BEGIN DATA LISTING
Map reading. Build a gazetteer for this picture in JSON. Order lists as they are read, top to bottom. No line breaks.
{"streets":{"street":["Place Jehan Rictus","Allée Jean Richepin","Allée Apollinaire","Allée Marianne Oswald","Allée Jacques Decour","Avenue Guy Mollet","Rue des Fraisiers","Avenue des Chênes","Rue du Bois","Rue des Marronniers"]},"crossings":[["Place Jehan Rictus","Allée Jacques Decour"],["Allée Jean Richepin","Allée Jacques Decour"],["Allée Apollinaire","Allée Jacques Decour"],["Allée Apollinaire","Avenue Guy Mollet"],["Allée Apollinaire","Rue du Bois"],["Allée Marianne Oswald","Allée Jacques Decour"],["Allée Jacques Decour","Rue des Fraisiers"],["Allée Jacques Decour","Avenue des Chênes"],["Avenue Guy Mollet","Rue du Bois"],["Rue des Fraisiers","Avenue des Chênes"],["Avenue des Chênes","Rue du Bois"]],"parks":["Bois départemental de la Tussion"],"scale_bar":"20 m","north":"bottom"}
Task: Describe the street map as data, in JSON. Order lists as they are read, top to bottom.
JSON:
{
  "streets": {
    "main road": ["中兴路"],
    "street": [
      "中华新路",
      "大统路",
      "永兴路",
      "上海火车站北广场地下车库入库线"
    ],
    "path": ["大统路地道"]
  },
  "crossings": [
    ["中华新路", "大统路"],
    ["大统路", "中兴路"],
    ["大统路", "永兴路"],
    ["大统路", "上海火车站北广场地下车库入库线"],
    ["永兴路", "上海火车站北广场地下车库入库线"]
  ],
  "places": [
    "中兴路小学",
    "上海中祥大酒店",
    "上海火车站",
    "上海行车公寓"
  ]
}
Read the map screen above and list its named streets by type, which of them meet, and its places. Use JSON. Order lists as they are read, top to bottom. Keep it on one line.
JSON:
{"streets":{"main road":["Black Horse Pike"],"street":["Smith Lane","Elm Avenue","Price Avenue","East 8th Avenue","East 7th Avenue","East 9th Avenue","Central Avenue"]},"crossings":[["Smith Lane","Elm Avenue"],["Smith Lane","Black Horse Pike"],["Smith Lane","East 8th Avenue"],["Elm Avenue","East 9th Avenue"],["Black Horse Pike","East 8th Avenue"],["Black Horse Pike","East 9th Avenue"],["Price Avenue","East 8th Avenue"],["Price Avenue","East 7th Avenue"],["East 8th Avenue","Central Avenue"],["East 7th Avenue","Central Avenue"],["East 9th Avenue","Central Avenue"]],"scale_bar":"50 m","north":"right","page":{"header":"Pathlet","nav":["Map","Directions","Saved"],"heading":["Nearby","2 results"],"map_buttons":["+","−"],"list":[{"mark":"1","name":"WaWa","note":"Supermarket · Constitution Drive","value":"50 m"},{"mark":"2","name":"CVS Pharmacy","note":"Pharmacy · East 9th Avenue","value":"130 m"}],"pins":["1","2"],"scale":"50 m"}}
END DATA LISTING
#### YOUR GOAL
Reproduce every line of the material exactly.

#### SOLUTION TO THIS PROBLEM
Map reading. Build a gazetteer for this picture in JSON. Order lists as they are read, top to bottom. No line breaks.
{"streets":{"street":["Place Jehan Rictus","Allée Jean Richepin","Allée Apollinaire","Allée Marianne Oswald","Allée Jacques Decour","Avenue Guy Mollet","Rue des Fraisiers","Avenue des Chênes","Rue du Bois","Rue des Marronniers"]},"crossings":[["Place Jehan Rictus","Allée Jacques Decour"],["Allée Jean Richepin","Allée Jacques Decour"],["Allée Apollinaire","Allée Jacques Decour"],["Allée Apollinaire","Avenue Guy Mollet"],["Allée Apollinaire","Rue du Bois"],["Allée Marianne Oswald","Allée Jacques Decour"],["Allée Jacques Decour","Rue des Fraisiers"],["Allée Jacques Decour","Avenue des Chênes"],["Avenue Guy Mollet","Rue du Bois"],["Rue des Fraisiers","Avenue des Chênes"],["Avenue des Chênes","Rue du Bois"]],"parks":["Bois départemental de la Tussion"],"scale_bar":"20 m","north":"bottom"}
Task: Describe the street map as data, in JSON. Order lists as they are read, top to bottom.
JSON:
{
  "streets": {
    "main road": ["中兴路"],
    "street": [
      "中华新路",
      "大统路",
      "永兴路",
      "上海火车站北广场地下车库入库线"
    ],
    "path": ["大统路地道"]
  },
  "crossings": [
    ["中华新路", "大统路"],
    ["大统路", "中兴路"],
    ["大统路", "永兴路"],
    ["大统路", "上海火车站北广场地下车库入库线"],
    ["永兴路", "上海火车站北广场地下车库入库线"]
  ],
  "places": [
    "中兴路小学",
    "上海中祥大酒店",
    "上海火车站",
    "上海行车公寓"
  ]
}
Read the map screen above and list its named streets by type, which of them meet, and its places. Use JSON. Order lists as they are read, top to bottom. Keep it on one line.
JSON:
{"streets":{"main road":["Black Horse Pike"],"street":["Smith Lane","Elm Avenue","Price Avenue","East 8th Avenue","East 7th Avenue","East 9th Avenue","Central Avenue"]},"crossings":[["Smith Lane","Elm Avenue"],["Smith Lane","Black Horse Pike"],["Smith Lane","East 8th Avenue"],["Elm Avenue","East 9th Avenue"],["Black Horse Pike","East 8th Avenue"],["Black Horse Pike","East 9th Avenue"],["Price Avenue","East 8th Avenue"],["Price Avenue","East 7th Avenue"],["East 8th Avenue","Central Avenue"],["East 7th Avenue","Central Avenue"],["East 9th Avenue","Central Avenue"]],"scale_bar":"50 m","north":"right","page":{"header":"Pathlet","nav":["Map","Directions","Saved"],"heading":["Nearby","2 results"],"map_buttons":["+","−"],"list":[{"mark":"1","name":"WaWa","note":"Supermarket · Constitution Drive","value":"50 m"},{"mark":"2","name":"CVS Pharmacy","note":"Pharmacy · East 9th Avenue","value":"130 m"}],"pins":["1","2"],"scale":"50 m"}}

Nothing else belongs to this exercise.